Task statement:
Transcribe, exactly as they appear, only the lines from the one holding "route · 610 m</p></div>" through the end of the entries below.

Saved data entries:
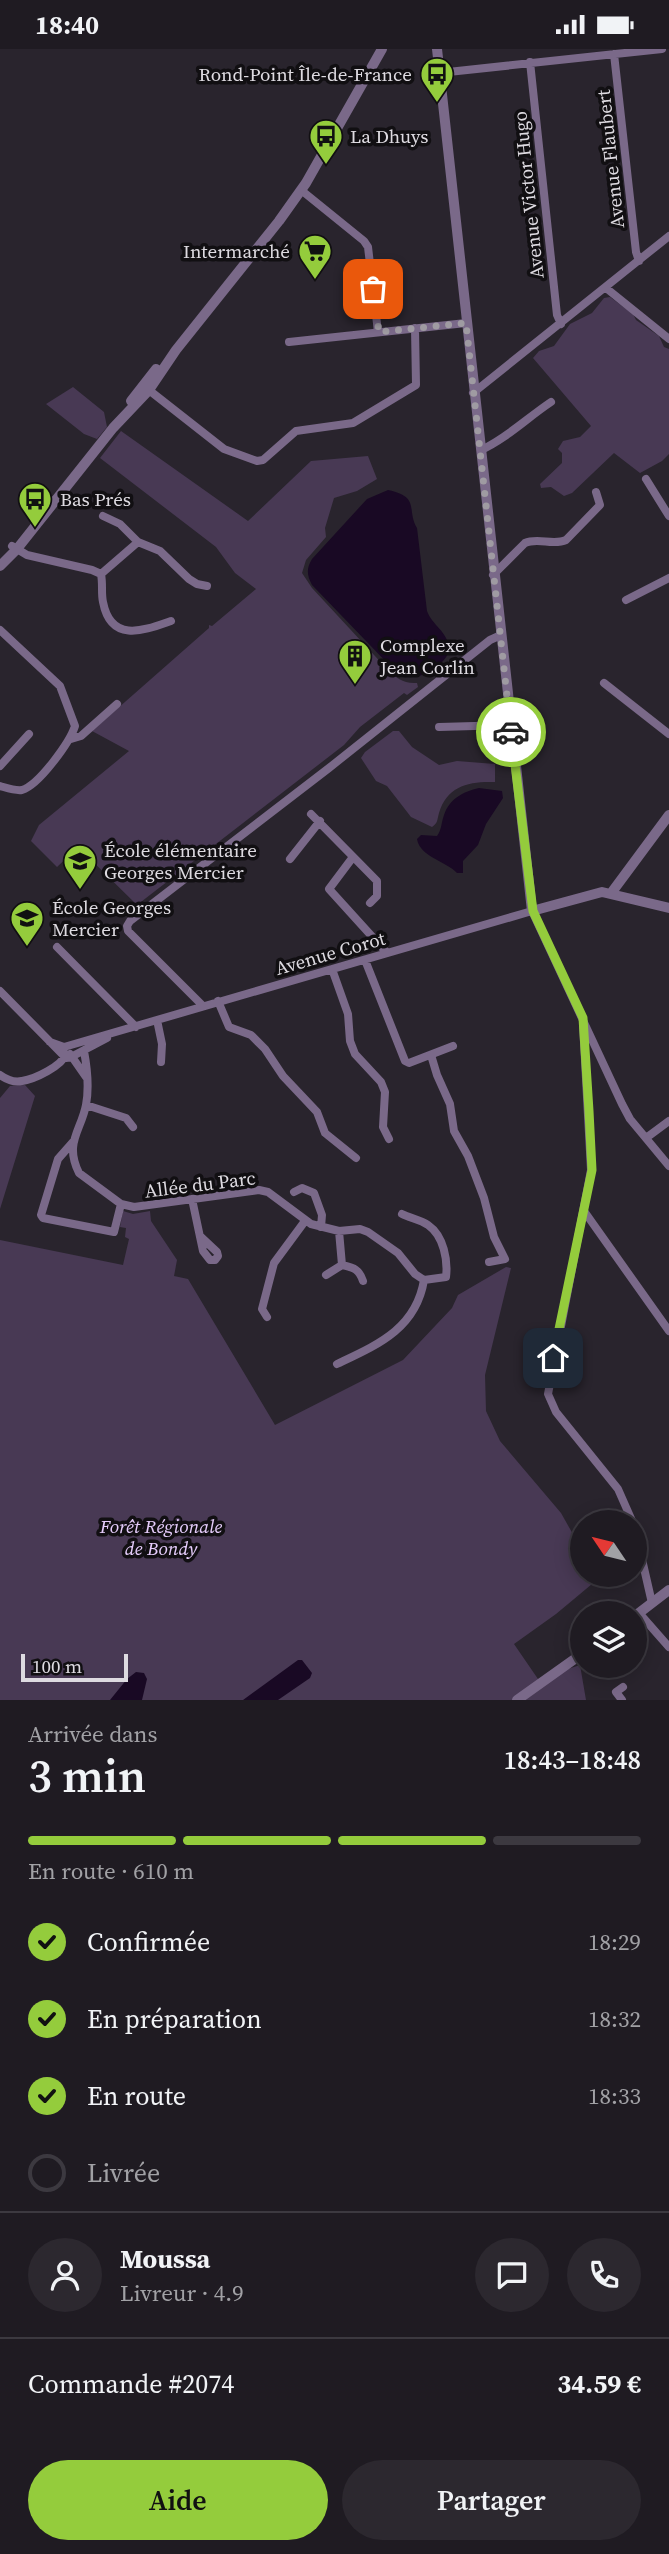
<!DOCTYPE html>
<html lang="fr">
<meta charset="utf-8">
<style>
body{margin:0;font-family:"Source Serif 4",serif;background:#2c282f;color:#f1f3f6;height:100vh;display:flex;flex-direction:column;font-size:26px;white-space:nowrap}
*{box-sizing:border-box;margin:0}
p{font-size:23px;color:#a1a1a5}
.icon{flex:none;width:38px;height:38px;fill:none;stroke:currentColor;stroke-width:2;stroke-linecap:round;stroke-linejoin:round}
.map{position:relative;height:1651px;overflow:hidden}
.details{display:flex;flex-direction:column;background:#1f1b22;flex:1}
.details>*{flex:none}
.needle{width:46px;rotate:305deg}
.tools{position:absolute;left:570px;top:1461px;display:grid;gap:14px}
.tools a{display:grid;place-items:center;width:77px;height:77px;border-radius:50%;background:#1f1b22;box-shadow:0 4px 18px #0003,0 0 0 2px #3c3940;font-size:35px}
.scale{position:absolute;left:21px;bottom:18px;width:107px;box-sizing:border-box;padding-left:7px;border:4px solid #dedbe1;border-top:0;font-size:19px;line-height:24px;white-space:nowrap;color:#dedbe1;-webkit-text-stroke:5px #110f12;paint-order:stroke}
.pin{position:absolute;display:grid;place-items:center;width:60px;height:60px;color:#fff;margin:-30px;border-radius:14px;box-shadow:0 4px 10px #0006}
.courier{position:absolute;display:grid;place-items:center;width:70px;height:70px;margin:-35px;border:5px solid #94cc3c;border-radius:50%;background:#fff;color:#222;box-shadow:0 2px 9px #0007}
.head em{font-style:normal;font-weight:600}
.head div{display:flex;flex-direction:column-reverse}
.head{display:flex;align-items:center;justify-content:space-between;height:119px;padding:0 28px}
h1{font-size:46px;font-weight:600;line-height:52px}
.bar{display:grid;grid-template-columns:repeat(4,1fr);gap:10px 7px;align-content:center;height:84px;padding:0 28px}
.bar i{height:9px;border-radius:5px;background:#3c3940}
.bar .current{background:#94cc3c}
.bar p{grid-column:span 4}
.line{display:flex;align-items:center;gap:18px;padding:0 28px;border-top:2px solid #3c3940}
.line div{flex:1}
.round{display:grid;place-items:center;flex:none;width:74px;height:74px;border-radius:37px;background:#2c282f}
ol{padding:0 28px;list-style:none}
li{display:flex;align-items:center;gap:21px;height:77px}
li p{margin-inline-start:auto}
li .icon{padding:7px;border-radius:50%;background:#94cc3c;color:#111;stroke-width:4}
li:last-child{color:#a1a1a5}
li i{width:38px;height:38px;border:4px solid #3c3940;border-radius:50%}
.action{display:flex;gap:14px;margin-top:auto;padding:14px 28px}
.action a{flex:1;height:80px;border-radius:42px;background:#94cc3c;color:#111;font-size:28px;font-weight:600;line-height:80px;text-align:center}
.action a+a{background:#2c282f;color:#f1f3f6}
.status{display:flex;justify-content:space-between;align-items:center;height:49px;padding:0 35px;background:#1f1b22;direction:ltr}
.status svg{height:19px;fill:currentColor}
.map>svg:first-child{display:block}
.green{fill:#483954}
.water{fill:#190924}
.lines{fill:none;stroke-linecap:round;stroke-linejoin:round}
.minor{stroke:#7a6989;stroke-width:8}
.tertiary{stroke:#7a6989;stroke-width:10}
.done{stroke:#9f9ba2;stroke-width:7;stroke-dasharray:0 12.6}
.route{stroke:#94cc3c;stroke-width:9}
.labels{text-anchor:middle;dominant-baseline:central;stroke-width:7;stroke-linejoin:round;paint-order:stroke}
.poi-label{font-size:19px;fill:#dedbe1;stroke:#110f12;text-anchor:start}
.street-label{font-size:19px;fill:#dedbe1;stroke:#110f12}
.park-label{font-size:19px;font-style:italic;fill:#e6cdfc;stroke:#110f12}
</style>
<div class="status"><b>18:40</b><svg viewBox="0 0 49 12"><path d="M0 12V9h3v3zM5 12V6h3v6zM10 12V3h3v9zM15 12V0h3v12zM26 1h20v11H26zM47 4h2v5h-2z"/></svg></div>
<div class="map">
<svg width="669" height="1651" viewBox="0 0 669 1651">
<rect width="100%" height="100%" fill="#29242d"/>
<!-- green -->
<path class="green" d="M610 248 633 265 636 271 659 287 664 298 669 300V405L662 412 640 424 614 404 572 444 564 447 551 438 541 439 540 435 562 414V404L558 400 563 392 580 388 591 377 533 309 539 302 554 297 570 275 592 264 604 249Z
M73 338 104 363 107 378 97 390 84 385 46 355Z
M121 382 248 472 311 412 368 407 377 430 357 442 334 449 325 479 326 488 306 511 302 524 312 539 387 620C397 629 403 635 417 634L418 638 407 646 404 644 360 678 344 696 137 856 78 798 57 818 31 792 39 776 129 702 92 682 209 579V576L212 577 256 540 235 524 216 498 100 409Z
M393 682H399L412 698 439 716 457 712 495 715V733C469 732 447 737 439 764 437 771 438 774 432 778L411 768 387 737 376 732 361 709 365 703Z
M25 1036 35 1047 0 1160V1049L10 1037Z
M123 1162 133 1165 150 1162 151 1172 177 1211 174 1227 188 1230 275 1376 403 1311 452 1259 458 1246 506 1218 511 1219 485 1326 486 1362 500 1392 561 1464 583 1503V1526H596L598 1530 556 1565 514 1595 538 1630 580 1616 586 1651H0V1191L123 1216 129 1190 125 1188 126 1179 120 1178Z"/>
<!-- water -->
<path class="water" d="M388 441C421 448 406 461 417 479L427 562C432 576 448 583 449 599 450 612 425 628 413 628 405 629 400 625 393 620L312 536C307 526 306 520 312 510L367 450Z
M479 739 502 742 503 749 486 775 478 796 463 812V824H457C446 812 420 808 417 790L421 786 437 787C442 780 441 774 444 766 450 749 463 743 479 739Z
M298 1611H302L312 1624 310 1629 278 1651H243Z
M136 1623 144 1624 147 1630 142 1651H110L127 1630Z"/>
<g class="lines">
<!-- minor -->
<path class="minor" d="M614 5 636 203 639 212
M530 13 557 266 561 275
M439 24 662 0
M301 141 364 192 368 198 378 283
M606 239 669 290
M289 293 466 274
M145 338 224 400 257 412 263 411 296 382 353 374 416 336 415 279
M473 344 669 187
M481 401C507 389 527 369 551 353
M646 430 669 467
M103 467 120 475 138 493 160 502 189 530 197 535 207 537
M12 497 27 506 92 521 101 525
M101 525C103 535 101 544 103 553 111 595 145 581 171 572
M101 525 138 493
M493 526 525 494C538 488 553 497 566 491L600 456 596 443
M626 551 669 529
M0 581 60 637 75 677C70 693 39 736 22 741 15 742 7 739 0 737
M604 634 669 685
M439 678 511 676
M71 690 81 687 117 655
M0 717 29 685
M311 765 377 832V847L370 854
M353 808 329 840 387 904
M290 810 320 772
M57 898 136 978
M365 911 405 1012 409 1014 453 997
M332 920 348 965 350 992 355 1005 381 1033 385 1043 383 1078 389 1090
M0 942 66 1009 71 1008 107 989
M218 952 229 978 251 986 265 1000 283 1027 317 1063 325 1084 356 1109
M203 957 128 882 127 877 130 872 329 719 490 591 501 586
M157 971 162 995 161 1013
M583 975 591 1121 548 1345 556 1363 618 1440 633 1474
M50 993 64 998 532 862 622 1055 630 1070 669 1117
M84 1002C87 1018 89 1040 86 1056 81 1082 64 1094 79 1124L121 1155 134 1158 259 1141 268 1143 311 1175 339 1182 360 1180 368 1183 398 1204 415 1225 424 1231 446 1228C448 1212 444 1187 428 1176 421 1171 410 1169 402 1165
M70 1005 86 1028
M431 1006 437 1026 450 1055 454 1082 468 1107 484 1149 494 1188 505 1210 489 1213
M0 1026C7 1031 14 1034 22 1032 35 1030 62 1017 66 1005
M86 1056 126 1069 133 1078
M646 1089 669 1072
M73 1093 58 1110 41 1166 43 1169 114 1183 121 1155
M294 1143 302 1139 314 1144 322 1166 321 1178
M192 1150 203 1202 210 1211H215L218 1207 217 1203 201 1188
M584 1162 669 1282
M339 1182 342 1216
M326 1226 342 1216C354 1219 359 1220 363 1232
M267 1268 262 1260 274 1214 305 1172
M337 1315C377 1296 416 1280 424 1231
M635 1480 652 1554
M639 1564 669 1598
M622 1651 616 1643 623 1638"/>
<!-- tertiary -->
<path class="tertiary" d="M437 0 532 862 602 843 669 859
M131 352 156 320
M0 517 17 500 113 379 149 341 176 301 279 172 306 134 382 0
M612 843 669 766
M635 1567 669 1541
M517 1651 583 1604"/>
</g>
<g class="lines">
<!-- done -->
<path class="done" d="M373 240 379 283 466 274 511 683"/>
<!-- route -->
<path class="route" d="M511 683 533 862 583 969 589 1062 592 1121 553 1309"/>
</g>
<!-- icons -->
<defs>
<symbol id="bus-pin" viewBox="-11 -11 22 30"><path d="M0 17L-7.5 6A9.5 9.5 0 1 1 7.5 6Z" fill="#94cc3c" stroke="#110f12"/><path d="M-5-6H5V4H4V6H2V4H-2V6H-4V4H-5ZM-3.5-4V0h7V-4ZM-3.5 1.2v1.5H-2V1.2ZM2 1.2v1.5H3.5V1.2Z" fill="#111"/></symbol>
<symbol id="supermarket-pin" viewBox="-11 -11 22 30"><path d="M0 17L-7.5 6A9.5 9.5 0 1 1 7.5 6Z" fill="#94cc3c" stroke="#110f12"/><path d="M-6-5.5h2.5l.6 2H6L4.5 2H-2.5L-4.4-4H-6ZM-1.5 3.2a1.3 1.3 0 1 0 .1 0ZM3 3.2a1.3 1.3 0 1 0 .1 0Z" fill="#111"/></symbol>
<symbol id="building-pin" viewBox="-11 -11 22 30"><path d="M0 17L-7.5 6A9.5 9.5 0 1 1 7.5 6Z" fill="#94cc3c" stroke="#110f12"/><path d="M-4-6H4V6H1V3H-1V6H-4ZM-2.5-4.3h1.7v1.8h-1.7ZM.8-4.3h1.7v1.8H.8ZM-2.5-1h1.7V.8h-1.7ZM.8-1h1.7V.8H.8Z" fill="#111"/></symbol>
<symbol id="school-pin" viewBox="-11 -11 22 30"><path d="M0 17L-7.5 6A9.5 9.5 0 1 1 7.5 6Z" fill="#94cc3c" stroke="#110f12"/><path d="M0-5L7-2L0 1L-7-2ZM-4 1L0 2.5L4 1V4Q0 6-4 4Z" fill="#111"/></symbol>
</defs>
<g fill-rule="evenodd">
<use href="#bus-pin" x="418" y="6" width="38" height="52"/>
<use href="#bus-pin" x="307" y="68" width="38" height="52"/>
<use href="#supermarket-pin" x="296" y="183" width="38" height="52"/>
<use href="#bus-pin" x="16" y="431" width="38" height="52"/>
<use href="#building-pin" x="336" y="588" width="38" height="52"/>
<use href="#school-pin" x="61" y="793" width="38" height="52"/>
<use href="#school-pin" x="8" y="850" width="38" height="52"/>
</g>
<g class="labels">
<!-- poi labels -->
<g class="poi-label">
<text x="412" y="25" text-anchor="end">Rond-Point Île-de-France</text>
<text x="350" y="87">La Dhuys</text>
<text x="290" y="202" text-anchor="end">Intermarché</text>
<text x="60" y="450">Bas Prés</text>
<text x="380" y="596">Complexe<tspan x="380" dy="22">Jean Corlin</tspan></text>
<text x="104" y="801">École élémentaire<tspan x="104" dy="22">Georges Mercier</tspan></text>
<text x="52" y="858">École Georges<tspan x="52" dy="22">Mercier</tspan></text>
</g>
<!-- street labels -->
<g class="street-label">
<text transform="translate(610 110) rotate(-96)">Avenue Flaubert</text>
<text transform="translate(528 146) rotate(-96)">Avenue Victor Hugo</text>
<text transform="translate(330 904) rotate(-16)">Avenue Corot</text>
<text transform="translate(200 1135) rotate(-7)">Allée du Parc</text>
</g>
<!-- park labels -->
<g class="park-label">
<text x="161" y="1477">Forêt Régionale<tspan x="161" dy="22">de Bondy</tspan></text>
</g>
</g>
</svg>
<div class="tools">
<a><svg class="needle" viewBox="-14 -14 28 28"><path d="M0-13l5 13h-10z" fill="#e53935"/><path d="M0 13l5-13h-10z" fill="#a1a1a5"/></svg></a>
<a><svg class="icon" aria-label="layers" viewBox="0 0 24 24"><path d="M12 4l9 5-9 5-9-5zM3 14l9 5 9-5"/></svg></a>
</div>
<div class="scale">100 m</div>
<div class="pin" style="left:373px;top:240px;background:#ea580c"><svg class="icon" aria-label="bag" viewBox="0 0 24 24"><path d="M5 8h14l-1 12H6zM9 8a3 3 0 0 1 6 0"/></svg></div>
<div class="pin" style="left:553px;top:1309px;background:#1f2937"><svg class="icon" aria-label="home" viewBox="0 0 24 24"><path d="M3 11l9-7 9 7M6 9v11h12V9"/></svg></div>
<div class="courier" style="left:511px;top:683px"><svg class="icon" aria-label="car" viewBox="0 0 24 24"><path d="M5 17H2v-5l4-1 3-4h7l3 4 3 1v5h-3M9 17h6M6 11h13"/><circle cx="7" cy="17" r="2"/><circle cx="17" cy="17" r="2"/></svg></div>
</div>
<section class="details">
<div class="head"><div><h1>3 min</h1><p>Arrivée dans</p></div><em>18:43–18:48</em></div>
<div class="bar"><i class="current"></i><i class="current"></i><i class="current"></i><i></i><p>En route · 610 m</p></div>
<ol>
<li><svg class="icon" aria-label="check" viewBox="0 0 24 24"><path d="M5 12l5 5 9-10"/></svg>Confirmée<p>18:29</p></li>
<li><svg class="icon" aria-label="check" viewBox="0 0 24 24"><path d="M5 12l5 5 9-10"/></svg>En préparation<p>18:32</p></li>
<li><svg class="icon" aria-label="check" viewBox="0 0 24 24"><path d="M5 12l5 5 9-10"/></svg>En route<p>18:33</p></li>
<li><i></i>Livrée</li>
</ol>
<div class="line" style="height:126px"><a class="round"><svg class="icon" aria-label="person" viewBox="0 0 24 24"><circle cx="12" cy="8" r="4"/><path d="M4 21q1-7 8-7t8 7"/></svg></a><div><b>Moussa</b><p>Livreur · 4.9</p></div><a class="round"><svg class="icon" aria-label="chat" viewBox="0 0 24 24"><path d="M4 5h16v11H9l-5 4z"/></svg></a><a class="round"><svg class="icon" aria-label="phone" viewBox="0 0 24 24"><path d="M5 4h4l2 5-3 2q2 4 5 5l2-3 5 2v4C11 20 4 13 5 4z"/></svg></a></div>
<div class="line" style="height:91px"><div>Commande #2074</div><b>34.59 €</b></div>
<div class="action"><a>Aide</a><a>Partager</a></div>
</section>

Answer for the task:
<div class="bar"><i class="current"></i><i class="current"></i><i class="current"></i><i></i><p>En route · 610 m</p></div>
<ol>
<li><svg class="icon" aria-label="check" viewBox="0 0 24 24"><path d="M5 12l5 5 9-10"/></svg>Confirmée<p>18:29</p></li>
<li><svg class="icon" aria-label="check" viewBox="0 0 24 24"><path d="M5 12l5 5 9-10"/></svg>En préparation<p>18:32</p></li>
<li><svg class="icon" aria-label="check" viewBox="0 0 24 24"><path d="M5 12l5 5 9-10"/></svg>En route<p>18:33</p></li>
<li><i></i>Livrée</li>
</ol>
<div class="line" style="height:126px"><a class="round"><svg class="icon" aria-label="person" viewBox="0 0 24 24"><circle cx="12" cy="8" r="4"/><path d="M4 21q1-7 8-7t8 7"/></svg></a><div><b>Moussa</b><p>Livreur · 4.9</p></div><a class="round"><svg class="icon" aria-label="chat" viewBox="0 0 24 24"><path d="M4 5h16v11H9l-5 4z"/></svg></a><a class="round"><svg class="icon" aria-label="phone" viewBox="0 0 24 24"><path d="M5 4h4l2 5-3 2q2 4 5 5l2-3 5 2v4C11 20 4 13 5 4z"/></svg></a></div>
<div class="line" style="height:91px"><div>Commande #2074</div><b>34.59 €</b></div>
<div class="action"><a>Aide</a><a>Partager</a></div>
</section>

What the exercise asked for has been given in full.